The swell of the Dark Side was a welcome wave, penetrating the pores of mottled flesh. It was the heaviest matter, a ruthless fade in that did not diminish in puissance for any being. Only a Sith could truly withstand it. Understand it.
Closing his eyes, Thanadd basked in the blackness, drawing himself to it and it to him. Wrinkled eyelids fluttered at their creases, and he lifted them with triumph. Expectation.
She was here.
From somewhere, a gust of wind had routed the smoke, and through it he saw her figure. Unmistakable, she did not tremble in her rumination, kneeling. Her montrals peeked from beneath her cloak, alchemical tattoos wrapped around their girth with an alien precision.
“Tahiri!” Thanadd called out, shattering the macabre silence with electronic avidity. His voice retained a menacing baritone, wrought more intimidating by the vocabulator within the collar mandible.
She didn’t seem to hear him.
“Tahiri!” he plead again, leaving deep bootprints in the sand as he approached...
...only to watch her fade.
“TAHIRI!”
He spun in circles with bewilderment, yearning to find her but meeting only the endless wilderness. His confusion became anger - the only way he knew how to process it. What game was she playing, here? He had risked his life to locate her, nearly perishing due to an unexplainable engine malfunction. Now she was gone? It all seemed...surreal. What was he missing?
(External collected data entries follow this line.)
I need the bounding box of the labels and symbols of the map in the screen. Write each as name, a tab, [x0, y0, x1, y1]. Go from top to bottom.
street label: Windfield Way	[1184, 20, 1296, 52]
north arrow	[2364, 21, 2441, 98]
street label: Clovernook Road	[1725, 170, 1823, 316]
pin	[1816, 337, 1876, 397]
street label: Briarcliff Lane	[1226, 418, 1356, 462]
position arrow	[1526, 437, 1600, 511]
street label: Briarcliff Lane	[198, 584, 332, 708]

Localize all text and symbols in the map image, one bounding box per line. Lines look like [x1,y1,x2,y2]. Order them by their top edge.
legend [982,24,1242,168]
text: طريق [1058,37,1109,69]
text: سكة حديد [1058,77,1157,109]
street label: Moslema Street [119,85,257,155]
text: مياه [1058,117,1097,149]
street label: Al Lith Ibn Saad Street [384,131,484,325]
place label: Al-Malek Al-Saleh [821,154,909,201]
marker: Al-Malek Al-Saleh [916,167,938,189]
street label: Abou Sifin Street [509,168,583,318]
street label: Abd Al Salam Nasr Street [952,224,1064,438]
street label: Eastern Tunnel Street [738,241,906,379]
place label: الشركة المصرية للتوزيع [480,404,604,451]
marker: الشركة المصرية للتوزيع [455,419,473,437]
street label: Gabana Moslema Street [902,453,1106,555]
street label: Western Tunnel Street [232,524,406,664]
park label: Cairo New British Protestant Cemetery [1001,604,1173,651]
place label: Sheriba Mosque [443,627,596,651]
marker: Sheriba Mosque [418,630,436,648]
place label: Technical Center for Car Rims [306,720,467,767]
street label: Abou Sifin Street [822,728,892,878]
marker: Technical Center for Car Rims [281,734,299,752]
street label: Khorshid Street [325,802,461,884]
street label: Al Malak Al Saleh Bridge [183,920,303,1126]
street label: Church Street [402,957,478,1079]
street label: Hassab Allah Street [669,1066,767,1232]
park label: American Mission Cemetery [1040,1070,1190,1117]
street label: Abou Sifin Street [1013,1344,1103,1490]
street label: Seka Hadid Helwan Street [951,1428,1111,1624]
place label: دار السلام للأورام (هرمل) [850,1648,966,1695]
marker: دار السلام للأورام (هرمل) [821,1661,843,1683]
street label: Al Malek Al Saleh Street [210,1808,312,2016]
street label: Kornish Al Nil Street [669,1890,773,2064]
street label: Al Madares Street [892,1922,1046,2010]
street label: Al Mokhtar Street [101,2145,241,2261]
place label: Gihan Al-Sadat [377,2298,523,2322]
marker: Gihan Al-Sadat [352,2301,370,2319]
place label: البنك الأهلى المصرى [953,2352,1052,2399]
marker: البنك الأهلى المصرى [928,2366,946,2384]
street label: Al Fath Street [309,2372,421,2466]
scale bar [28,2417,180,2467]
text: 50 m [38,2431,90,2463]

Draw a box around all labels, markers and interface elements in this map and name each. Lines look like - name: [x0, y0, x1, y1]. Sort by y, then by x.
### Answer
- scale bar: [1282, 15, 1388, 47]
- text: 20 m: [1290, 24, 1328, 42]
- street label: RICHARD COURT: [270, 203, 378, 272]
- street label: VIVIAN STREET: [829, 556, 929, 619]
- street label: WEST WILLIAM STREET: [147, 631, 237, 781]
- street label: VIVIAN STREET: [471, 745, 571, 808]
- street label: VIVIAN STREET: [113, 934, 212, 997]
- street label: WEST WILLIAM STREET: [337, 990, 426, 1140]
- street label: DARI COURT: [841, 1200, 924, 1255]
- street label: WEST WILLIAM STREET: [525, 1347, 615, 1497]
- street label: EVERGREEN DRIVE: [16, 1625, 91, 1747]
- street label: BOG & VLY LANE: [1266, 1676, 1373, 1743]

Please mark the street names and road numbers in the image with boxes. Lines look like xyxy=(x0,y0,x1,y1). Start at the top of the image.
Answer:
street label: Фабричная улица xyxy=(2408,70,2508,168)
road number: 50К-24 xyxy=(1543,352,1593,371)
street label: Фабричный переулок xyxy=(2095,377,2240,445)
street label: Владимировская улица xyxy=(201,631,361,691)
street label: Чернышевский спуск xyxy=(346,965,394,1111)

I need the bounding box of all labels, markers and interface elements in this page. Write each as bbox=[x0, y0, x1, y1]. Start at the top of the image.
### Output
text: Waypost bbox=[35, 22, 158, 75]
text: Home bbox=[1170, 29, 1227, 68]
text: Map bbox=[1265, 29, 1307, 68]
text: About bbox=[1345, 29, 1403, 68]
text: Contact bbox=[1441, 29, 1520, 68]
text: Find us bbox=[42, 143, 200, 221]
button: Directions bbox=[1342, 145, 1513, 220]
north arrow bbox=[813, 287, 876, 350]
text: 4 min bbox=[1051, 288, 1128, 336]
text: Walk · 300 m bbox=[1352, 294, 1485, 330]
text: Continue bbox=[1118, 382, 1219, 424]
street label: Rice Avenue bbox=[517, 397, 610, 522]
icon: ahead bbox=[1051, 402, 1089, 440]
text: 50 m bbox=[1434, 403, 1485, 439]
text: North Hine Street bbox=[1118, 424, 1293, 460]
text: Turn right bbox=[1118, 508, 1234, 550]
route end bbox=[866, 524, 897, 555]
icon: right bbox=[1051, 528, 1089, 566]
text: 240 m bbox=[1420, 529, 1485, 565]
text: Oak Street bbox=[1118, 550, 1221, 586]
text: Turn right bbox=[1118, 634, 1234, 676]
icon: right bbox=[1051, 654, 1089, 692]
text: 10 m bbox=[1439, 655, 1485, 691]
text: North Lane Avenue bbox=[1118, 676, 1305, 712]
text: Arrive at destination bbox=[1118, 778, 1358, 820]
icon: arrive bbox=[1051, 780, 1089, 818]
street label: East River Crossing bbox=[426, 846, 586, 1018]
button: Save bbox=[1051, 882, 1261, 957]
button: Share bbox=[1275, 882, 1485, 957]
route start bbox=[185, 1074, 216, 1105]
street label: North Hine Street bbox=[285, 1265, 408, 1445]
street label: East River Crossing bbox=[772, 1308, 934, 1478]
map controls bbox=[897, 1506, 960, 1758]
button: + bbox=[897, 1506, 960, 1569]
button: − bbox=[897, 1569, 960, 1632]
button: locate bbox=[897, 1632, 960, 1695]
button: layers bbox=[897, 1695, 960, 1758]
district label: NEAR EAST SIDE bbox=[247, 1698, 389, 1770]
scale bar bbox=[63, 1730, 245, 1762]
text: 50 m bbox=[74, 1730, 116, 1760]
That blackness, the Dark Side - it was still there. He felt it, but it shifted now. Expanding with what felt like some strange, elliptic geometry. Not just invasive, but probing.
It wasn’t her.
“YOU!” Thanadd snarled, spotting another silhouette emerging from the shipwreck. Its frame was lithe and shuddersome, resembling Thanadd in its methodical, shambling gait.
Samael Ozriel’s ghoulish face materialized first, from within the smoke, his cracked and blighted flesh obviously pockmarked beneath a prodigious and unkempt beard. Nacreous and vile, a single eye seemed to bore into Thanadd’s own horrific gaze, neither creature obstructed by something so ordinary as hair.
“YOU did this! Where is she?”
Embarrassment, like bewilderment, led to rage. Samael had earned it; it finally occurred to the mighty Pau’an that his clanmate - a heretic and not of the Sith - had orchestrated all of this. In the end, as his clan burned, Samael had come for him. Not for power. Not for glory.
For fun.
The Umbaran offered no words in exchange, slinking over the earth and drawing the fleshbound hilt of his lightsaber. What looked like talons jutted from the weapon’s ends, bursting forth as the bone-like outgrowths adorning Samael’s denuded skull.
“You are not Sith!” Mawgath declared, with a voltaic howl.
His own blade hissed to life, the air around it curdling and cracking. It hummed as the armor clad Pau’an readied his weight for a charge, tapping into his fury. He feared the worst; where was Tahiri?
“You are a weapon! A tool! You were never meant for more. You were never meant to survive!”
Thanadd Mawgath, the revenant hound of his master, did not consider his own words.
Samael grinned, as if sensing his prey’s feelings. The sickly beryl of his lightsaber promised not only violence, but depravity. There would be no retreat. No quarter.
“Bloodthirst will be slaked, cur!” the Pau’an roared, “Ours was the Clan of Death; I’ll grant her one final tribute!”
Only the exclamations of blades clashing, accompanied by the counterpoint of agonizing wails, rung out in the swiftly darkening day.